“I dispiaceri del re” di Dino Buzzati***

“I dispiaceri del re” di Dino Buzzati***

La fatica di leggere può diventare un valore, ho pensato mentre leggevo questo mio 1/3 di regalo, un paio di settimane fa. Ricordo che ero a Tolmezzo, parcheggiato, in attesa, e cercavo di ficcare l’occhio tra una pagina e l’altra di questi mini libro (pochi cm). Stavo anche scrivendo a Serena, in quel momento, che mi regala sempre belle cose. E molte di Buzzati. E questo è il secondo libro suo di questo tipo, che ha dentro la fatica di leggere. La collana si chiama Piccoli quaderni di prosa e di invenzione, e la caratteristica è quella di dare valore tanto all’oggetto quanto al contenuto. Mettendoci anche delle idee. Quindi, questi piccoli quaderni sono fatti con una carta di qualità maggiore, hanno impaginazioni che si prendono il loro spazio, e idee relative all’oggetto, come quella di renderlo impreciso, volutamente difettoso.

Il difetto è quello tagliare male i fogli, in modo che la rilegatura vada a lasciare le pagine attaccate a due a due in modo alternato. una volta giri pagina, una volta no, e le trovi attaccate nella parte alta. Se fosse un libro scuola, dopo mezza bestemmia prenderesti un taglia carte e risolveresti il problema, ma qui, l’imperfezione dell’oggetto diventa il suo maggior valore; diventa, appunto, la fatica di leggere.

Ti devi mettere di traverso, allargando le pagine senza romperle o strapparle e buttare l’occhio dentro. La fatica è poca, eh… la storiella morale di Buzzati è molto breve e non particolarmente originale, però questo modo di leggere le dà un valore in più. Insomma… l’hanno pensata giusta, questi della Henry Beyle. E le belle idee vanno premiate, quindi non mi metto qui a fare l’analisi di marketing (che se volete, il colpo di genio, è anche quello di abbattere quasi del tutto i costi del contenuto libro, andando a pescare materiale fuori diritti d’autore, di scarsa importanza nelle produzioni globali degli autori, puntando così anche all’accontentare gli appassionati dell’autore, che scoprono cose di cui non conoscevano l’esistenza, come questo Buzzati).

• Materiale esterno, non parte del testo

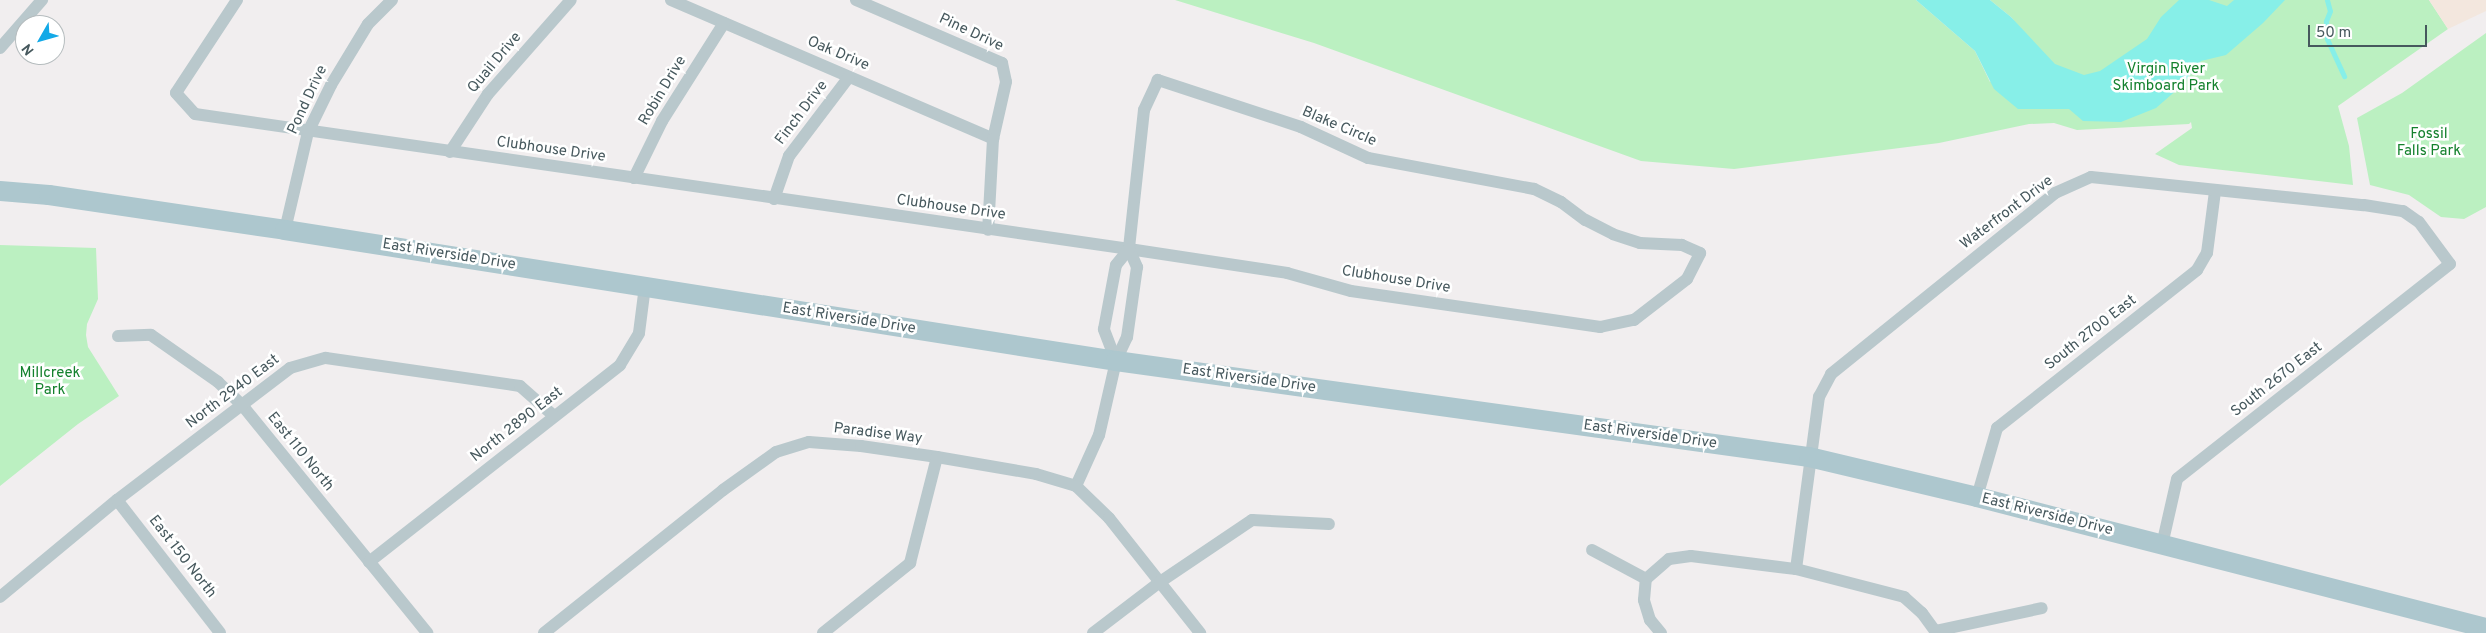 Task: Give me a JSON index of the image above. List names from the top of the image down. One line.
{"streets":{"main road":["East Riverside Drive"],"street":["Pine Drive","Oak Drive","Quail Drive","Robin Drive","Pond Drive","Finch Drive","Blake Circle","Clubhouse Drive","Waterfront Drive","South 2700 East","South 2670 East","North 2940 East","North 2890 East","Paradise Way","East 110 North","East 150 North"]},"crossings":[["Pine Drive","Oak Drive"],["Pine Drive","Clubhouse Drive"],["Oak Drive","Robin Drive"],["Oak Drive","Finch Drive"],["Quail Drive","Clubhouse Drive"],["Robin Drive","Clubhouse Drive"],["Pond Drive","Clubhouse Drive"],["Pond Drive","East Riverside Drive"],["Finch Drive","Clubhouse Drive"],["Blake Circle","Clubhouse Drive"],["Waterfront Drive","East Riverside Drive"],["Waterfront Drive","South 2700 East"],["Waterfront Drive","South 2670 East"],["East Riverside Drive","South 2700 East"],["East Riverside Drive","South 2670 East"],["East Riverside Drive","North 2890 East"],["North 2940 East","North 2890 East"],["North 2940 East","East 110 North"],["North 2940 East","East 150 North"],["North 2890 East","East 110 North"]],"parks":["Virgin River Skimboard Park","Fossil Falls Park","Millcreek Park"],"scale_bar":"50 m","north":"bottom left"}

Ora che avete capito un po’ dell’idea generale, sapete anche che sono molto contento di possedere, questo storia. Possederla in senso materiale, come oggetto; oggetto, appunto, di un autore di cui vado ghiotto, Buzzati, e che, appunto, ha scritto parecchie cose minori, come questa favoletta morale di cui non vi dico niente.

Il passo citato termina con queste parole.